* _INSTRUCTIONS FOR THE TASK_: Please filter the entries and return only the lines that include "lists".

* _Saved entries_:
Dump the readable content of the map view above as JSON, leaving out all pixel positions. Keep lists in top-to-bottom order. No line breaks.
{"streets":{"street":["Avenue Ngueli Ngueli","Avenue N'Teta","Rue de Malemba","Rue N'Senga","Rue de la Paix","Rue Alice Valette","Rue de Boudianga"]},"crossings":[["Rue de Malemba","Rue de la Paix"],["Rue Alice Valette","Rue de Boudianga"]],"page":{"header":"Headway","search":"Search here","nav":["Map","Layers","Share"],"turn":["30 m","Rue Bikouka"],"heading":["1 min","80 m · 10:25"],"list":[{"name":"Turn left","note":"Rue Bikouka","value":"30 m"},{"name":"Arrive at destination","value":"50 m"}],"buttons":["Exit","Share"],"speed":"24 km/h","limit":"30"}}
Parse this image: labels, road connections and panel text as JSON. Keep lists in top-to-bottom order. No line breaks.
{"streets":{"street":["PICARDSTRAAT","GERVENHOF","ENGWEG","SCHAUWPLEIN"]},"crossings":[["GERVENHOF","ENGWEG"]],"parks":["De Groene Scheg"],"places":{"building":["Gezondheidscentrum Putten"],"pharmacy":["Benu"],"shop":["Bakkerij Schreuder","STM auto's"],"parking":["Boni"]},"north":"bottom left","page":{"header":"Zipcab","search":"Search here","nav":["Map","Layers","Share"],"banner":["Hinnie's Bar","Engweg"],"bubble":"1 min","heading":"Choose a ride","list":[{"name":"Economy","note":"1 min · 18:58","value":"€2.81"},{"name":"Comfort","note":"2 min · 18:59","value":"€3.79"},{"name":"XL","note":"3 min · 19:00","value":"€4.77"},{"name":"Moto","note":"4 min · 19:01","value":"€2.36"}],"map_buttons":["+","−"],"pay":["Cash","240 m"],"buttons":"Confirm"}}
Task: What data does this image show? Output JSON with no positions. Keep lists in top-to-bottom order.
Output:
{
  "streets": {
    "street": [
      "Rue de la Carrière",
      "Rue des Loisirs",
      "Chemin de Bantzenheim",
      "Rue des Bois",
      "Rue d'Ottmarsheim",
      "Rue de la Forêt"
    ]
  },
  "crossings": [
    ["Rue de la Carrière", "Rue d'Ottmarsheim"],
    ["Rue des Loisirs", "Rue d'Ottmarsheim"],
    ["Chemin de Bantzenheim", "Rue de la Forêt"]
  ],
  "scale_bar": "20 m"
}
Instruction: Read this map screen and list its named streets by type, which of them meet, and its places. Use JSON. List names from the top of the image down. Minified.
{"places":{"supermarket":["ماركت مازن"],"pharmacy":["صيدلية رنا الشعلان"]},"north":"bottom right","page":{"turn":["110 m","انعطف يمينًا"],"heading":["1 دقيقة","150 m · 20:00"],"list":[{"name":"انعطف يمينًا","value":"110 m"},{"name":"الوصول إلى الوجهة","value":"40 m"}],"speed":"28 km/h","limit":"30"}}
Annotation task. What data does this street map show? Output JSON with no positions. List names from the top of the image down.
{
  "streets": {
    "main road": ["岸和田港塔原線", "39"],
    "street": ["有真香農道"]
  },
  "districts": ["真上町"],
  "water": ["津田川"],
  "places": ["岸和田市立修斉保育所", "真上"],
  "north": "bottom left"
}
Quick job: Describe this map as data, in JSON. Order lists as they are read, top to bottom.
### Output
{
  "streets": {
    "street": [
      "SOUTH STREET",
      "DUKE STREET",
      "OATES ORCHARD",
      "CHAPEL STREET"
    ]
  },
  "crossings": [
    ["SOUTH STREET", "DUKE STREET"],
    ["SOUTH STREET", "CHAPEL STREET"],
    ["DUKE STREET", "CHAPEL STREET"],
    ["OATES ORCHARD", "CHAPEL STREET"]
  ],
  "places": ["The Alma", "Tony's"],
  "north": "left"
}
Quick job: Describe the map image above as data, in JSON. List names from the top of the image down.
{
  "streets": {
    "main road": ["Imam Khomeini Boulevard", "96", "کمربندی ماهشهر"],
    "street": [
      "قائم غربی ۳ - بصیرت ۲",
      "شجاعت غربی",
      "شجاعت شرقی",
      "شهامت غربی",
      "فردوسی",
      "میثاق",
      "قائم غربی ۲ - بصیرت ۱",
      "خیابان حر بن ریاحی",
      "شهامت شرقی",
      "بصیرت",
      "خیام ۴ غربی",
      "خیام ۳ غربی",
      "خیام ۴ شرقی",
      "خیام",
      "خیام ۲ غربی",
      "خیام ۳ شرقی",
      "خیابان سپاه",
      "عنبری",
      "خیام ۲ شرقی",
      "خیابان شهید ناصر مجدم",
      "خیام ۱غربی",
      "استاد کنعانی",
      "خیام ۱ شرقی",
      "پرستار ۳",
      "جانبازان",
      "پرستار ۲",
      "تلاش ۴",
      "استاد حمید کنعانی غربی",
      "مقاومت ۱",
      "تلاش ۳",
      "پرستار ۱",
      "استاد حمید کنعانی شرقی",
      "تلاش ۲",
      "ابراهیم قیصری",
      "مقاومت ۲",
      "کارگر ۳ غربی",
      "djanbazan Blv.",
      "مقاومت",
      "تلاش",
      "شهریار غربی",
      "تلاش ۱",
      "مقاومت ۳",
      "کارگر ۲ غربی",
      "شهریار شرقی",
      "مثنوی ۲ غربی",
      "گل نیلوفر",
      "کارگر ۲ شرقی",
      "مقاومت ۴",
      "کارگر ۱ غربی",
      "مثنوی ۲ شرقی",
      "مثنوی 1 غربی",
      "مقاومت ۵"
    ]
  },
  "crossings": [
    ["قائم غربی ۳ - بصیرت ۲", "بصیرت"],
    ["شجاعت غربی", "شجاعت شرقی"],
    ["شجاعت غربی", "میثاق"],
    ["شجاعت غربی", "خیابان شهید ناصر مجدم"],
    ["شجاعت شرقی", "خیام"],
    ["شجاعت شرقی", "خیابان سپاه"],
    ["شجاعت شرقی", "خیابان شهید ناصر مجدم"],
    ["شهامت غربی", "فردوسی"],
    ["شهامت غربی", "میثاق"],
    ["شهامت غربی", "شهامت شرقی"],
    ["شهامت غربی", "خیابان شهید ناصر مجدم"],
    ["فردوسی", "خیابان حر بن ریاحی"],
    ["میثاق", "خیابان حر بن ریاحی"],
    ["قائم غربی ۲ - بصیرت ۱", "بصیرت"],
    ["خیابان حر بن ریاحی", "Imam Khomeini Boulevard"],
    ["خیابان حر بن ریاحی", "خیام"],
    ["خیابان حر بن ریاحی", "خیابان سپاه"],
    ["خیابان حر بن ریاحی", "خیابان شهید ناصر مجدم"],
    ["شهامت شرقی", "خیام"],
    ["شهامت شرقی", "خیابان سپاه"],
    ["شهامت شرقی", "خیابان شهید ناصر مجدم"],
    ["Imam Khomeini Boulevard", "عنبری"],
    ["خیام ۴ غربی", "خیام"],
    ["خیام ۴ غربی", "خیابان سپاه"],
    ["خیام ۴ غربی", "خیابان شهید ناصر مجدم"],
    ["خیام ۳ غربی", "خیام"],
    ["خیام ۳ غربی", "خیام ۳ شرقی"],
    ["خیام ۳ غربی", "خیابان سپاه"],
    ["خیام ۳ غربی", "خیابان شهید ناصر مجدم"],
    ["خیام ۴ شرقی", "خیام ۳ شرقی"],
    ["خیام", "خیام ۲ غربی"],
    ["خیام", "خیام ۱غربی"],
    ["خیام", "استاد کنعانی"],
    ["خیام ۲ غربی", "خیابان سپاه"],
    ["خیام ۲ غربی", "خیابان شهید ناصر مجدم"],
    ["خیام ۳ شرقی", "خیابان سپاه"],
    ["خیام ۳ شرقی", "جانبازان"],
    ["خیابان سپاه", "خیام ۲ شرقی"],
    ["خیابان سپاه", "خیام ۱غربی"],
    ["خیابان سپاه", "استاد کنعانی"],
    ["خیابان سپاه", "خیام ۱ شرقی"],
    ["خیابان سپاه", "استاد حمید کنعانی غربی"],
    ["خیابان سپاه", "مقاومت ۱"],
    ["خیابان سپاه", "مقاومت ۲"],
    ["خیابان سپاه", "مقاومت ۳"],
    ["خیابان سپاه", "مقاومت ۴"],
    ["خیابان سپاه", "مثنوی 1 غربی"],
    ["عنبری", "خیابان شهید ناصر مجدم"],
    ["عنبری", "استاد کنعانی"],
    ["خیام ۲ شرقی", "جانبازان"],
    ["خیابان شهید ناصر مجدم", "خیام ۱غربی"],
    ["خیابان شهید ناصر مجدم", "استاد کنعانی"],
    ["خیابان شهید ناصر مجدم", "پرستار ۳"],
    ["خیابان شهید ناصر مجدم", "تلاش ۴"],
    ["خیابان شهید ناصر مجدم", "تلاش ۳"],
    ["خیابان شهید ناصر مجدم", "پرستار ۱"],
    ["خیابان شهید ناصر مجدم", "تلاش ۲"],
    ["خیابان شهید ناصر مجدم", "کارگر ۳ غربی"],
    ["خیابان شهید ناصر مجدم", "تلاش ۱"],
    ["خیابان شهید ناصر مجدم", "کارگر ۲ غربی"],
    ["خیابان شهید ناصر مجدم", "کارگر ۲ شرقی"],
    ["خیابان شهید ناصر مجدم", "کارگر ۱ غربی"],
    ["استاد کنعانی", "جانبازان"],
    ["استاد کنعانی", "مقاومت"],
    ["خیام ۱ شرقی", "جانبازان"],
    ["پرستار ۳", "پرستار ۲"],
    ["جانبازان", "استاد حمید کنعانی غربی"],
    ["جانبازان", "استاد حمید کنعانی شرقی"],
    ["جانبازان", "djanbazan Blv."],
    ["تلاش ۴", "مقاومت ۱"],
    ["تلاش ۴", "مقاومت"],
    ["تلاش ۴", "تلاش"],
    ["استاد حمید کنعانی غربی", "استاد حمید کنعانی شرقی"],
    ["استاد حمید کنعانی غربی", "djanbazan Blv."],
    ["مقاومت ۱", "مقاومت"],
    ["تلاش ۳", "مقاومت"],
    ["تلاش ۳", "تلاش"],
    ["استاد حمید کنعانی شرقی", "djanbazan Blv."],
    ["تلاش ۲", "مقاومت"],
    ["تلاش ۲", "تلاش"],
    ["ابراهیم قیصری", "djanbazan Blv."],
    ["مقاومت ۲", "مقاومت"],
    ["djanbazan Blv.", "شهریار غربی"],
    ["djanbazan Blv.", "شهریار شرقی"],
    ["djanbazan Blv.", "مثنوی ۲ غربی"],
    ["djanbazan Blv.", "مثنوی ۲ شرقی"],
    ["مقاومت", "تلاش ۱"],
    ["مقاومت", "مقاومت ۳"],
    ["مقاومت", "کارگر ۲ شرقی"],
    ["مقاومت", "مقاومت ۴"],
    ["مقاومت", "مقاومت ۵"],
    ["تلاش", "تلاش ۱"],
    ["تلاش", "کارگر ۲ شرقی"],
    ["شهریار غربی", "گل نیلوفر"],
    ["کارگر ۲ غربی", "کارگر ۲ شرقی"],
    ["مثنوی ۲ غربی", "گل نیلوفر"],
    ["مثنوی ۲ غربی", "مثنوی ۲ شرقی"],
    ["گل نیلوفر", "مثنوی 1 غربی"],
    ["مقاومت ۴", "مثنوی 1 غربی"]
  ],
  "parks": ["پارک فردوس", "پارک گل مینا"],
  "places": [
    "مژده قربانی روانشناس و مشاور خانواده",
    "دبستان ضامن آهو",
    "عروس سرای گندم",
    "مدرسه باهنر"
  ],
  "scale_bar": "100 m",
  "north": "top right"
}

* _ANSWER TO THIS TASK_:
Dump the readable content of the map view above as JSON, leaving out all pixel positions. Keep lists in top-to-bottom order. No line breaks.
Parse this image: labels, road connections and panel text as JSON. Keep lists in top-to-bottom order. No line breaks.
Task: What data does this image show? Output JSON with no positions. Keep lists in top-to-bottom order.
Quick job: Describe this map as data, in JSON. Order lists as they are read, top to bottom.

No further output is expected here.